Умная машина – Комната Памяти – знала, как успокоить, и кого послать навстречу.
Когда на Ольгу навалилась усталость, дорога кончилась, и она оказалась на берегу красивого пруда.
Над водой склонились ивы. Их отражения разбивались о листья кувшинок и водяных лилий. На другом берегу росли камыши. А на этом был прогал среди деревьев. У воды на песке лежала огромная коряга, на которой спиной к Ольге сидел солдат Великой Отечественной. Он обернулся, и Ольга узнала Михаила.
- Здравствуй, Предок!
Он улыбнулся. Простое русское лицо – круглое и курносое. На носу – веснушки. Очень похож на Кнопку. Или, вернее, Ангелина похожа на Михаила, как две капли воды. Добрые и умные серые глаза. И седая прядка волос, упавшая на лоб из-под пилотки.

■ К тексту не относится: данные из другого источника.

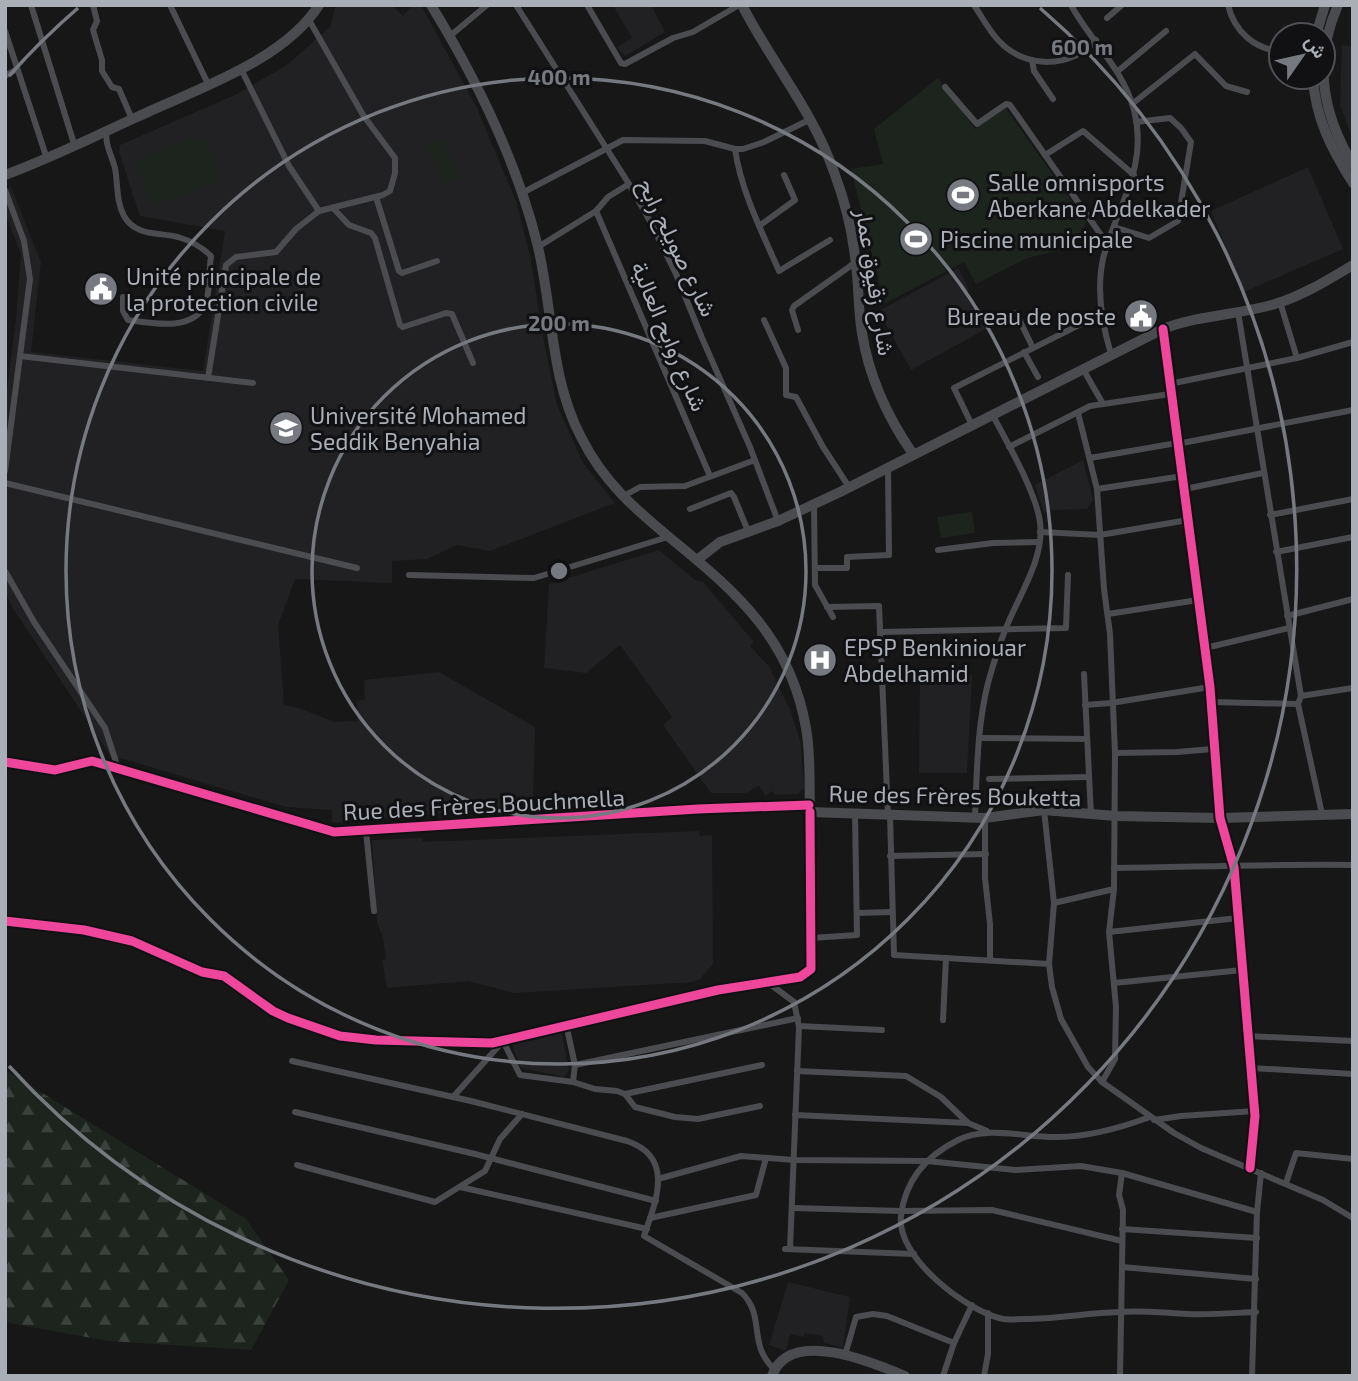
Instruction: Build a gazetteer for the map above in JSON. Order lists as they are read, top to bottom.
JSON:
{
  "streets": {
    "main road": ["شارع زقيوق عمار", "Rue des Frères Bouketta"],
    "street": ["شارع صويلح رابح", "شارع روابح العالية", "Rue des Frères Bouchmella"]
  },
  "crossings": [
    ["Rue des Frères Bouketta", "Rue des Frères Bouchmella"]
  ],
  "places": {
    "sports": ["Salle omnisports Aberkane Abdelkader", "Piscine municipale"],
    "public building": ["Unité principale de la protection civile", "Bureau de poste"],
    "school or university": ["Université Mohamed Seddik Benyahia"],
    "hospital": ["EPSP Benkiniouar Abdelhamid"]
  },
  "north": "top right",
  "rings": ["600 m", "400 m", "200 m"]
}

- Ну, здравствуй, Ольга! Долго же ты шла.
Михаил похлопал рукой по коряге, приглашая присесть рядом. Женщина с наслаждением опустилась на неудобное седалище. Ноги ныли от ходьбы. А ей-то казалось, что она привыкла к долгим переходам по городу в своем мире.

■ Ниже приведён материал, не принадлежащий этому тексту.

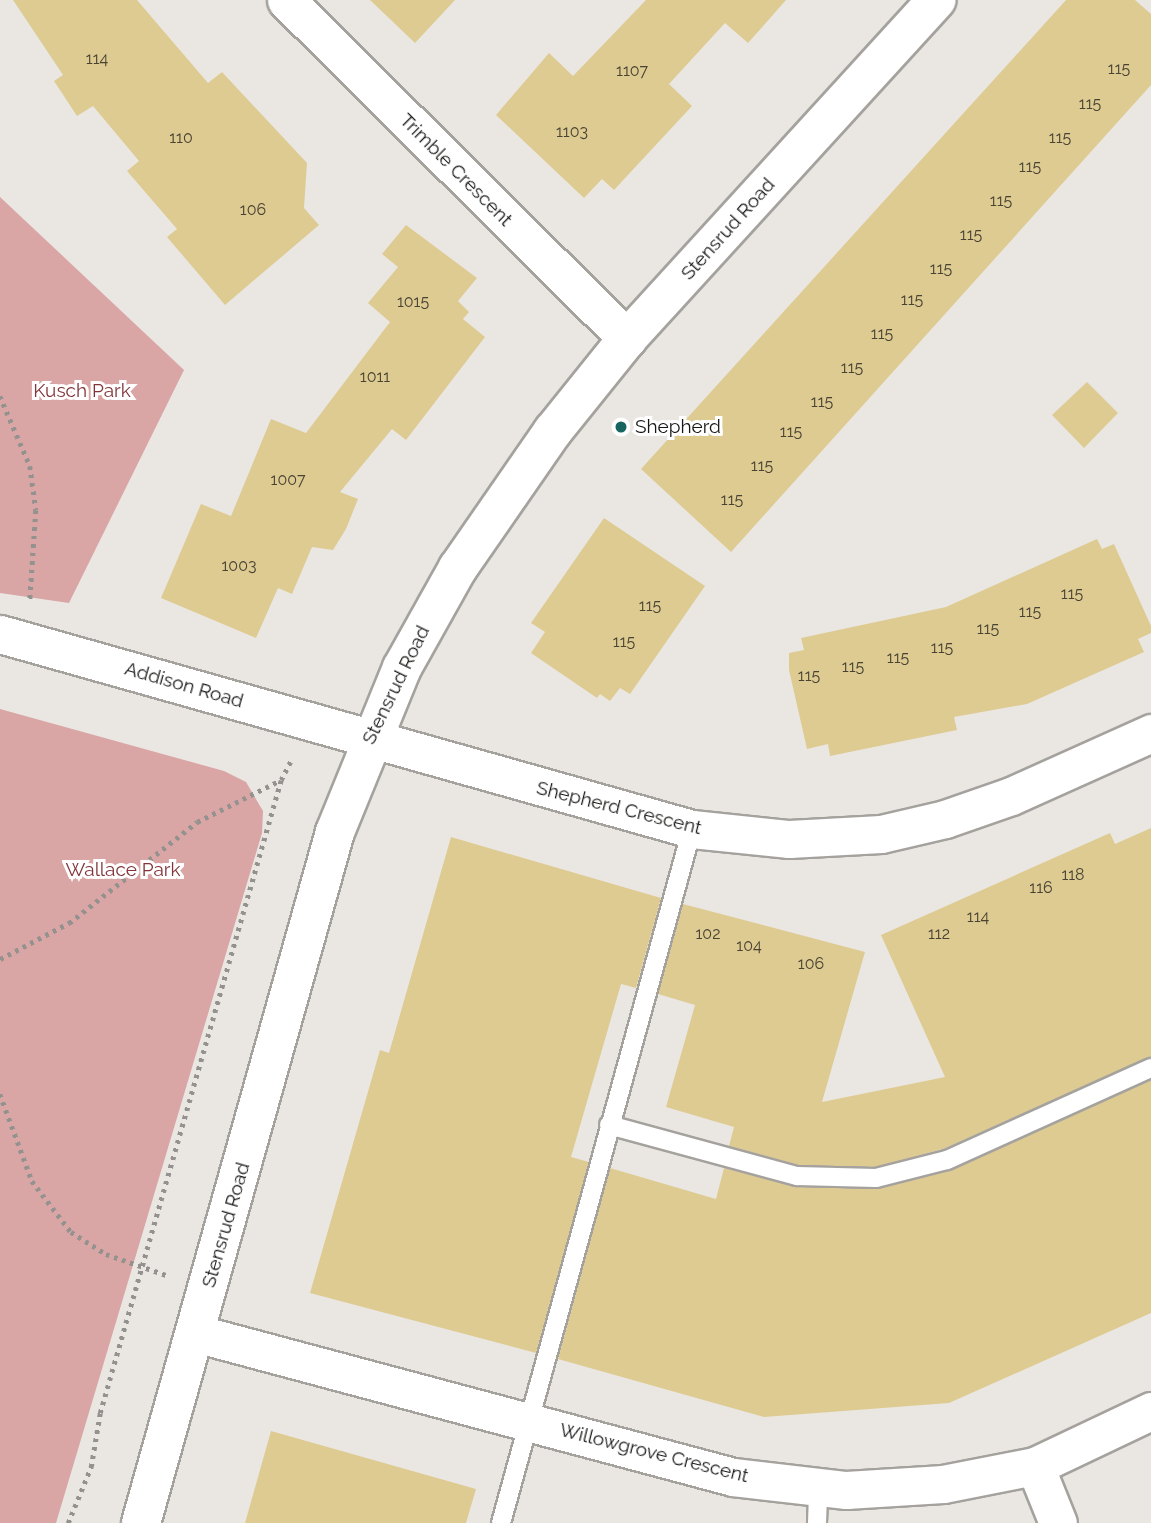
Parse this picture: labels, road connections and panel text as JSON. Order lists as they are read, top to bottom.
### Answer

Некоторое время они молчали, глядя на водную гладь. Изредка по ней пробегала рябь – любопытные рыбы выглядывали наружу, пытаясь поймать низко пролетающую мошкару. Стрекоза присела на ближайший лист лилии.
Солнце клонилось за горизонт. Небо окрасилось в багровые тона, словно где-то там, вдалеке пролилась кровь. Туман вставал темной пеленой за спиной Ольги и Михаила, клубился розовым облаком. И от этого на душе становилось тревожно, как будто надвигалась неминуемая беда.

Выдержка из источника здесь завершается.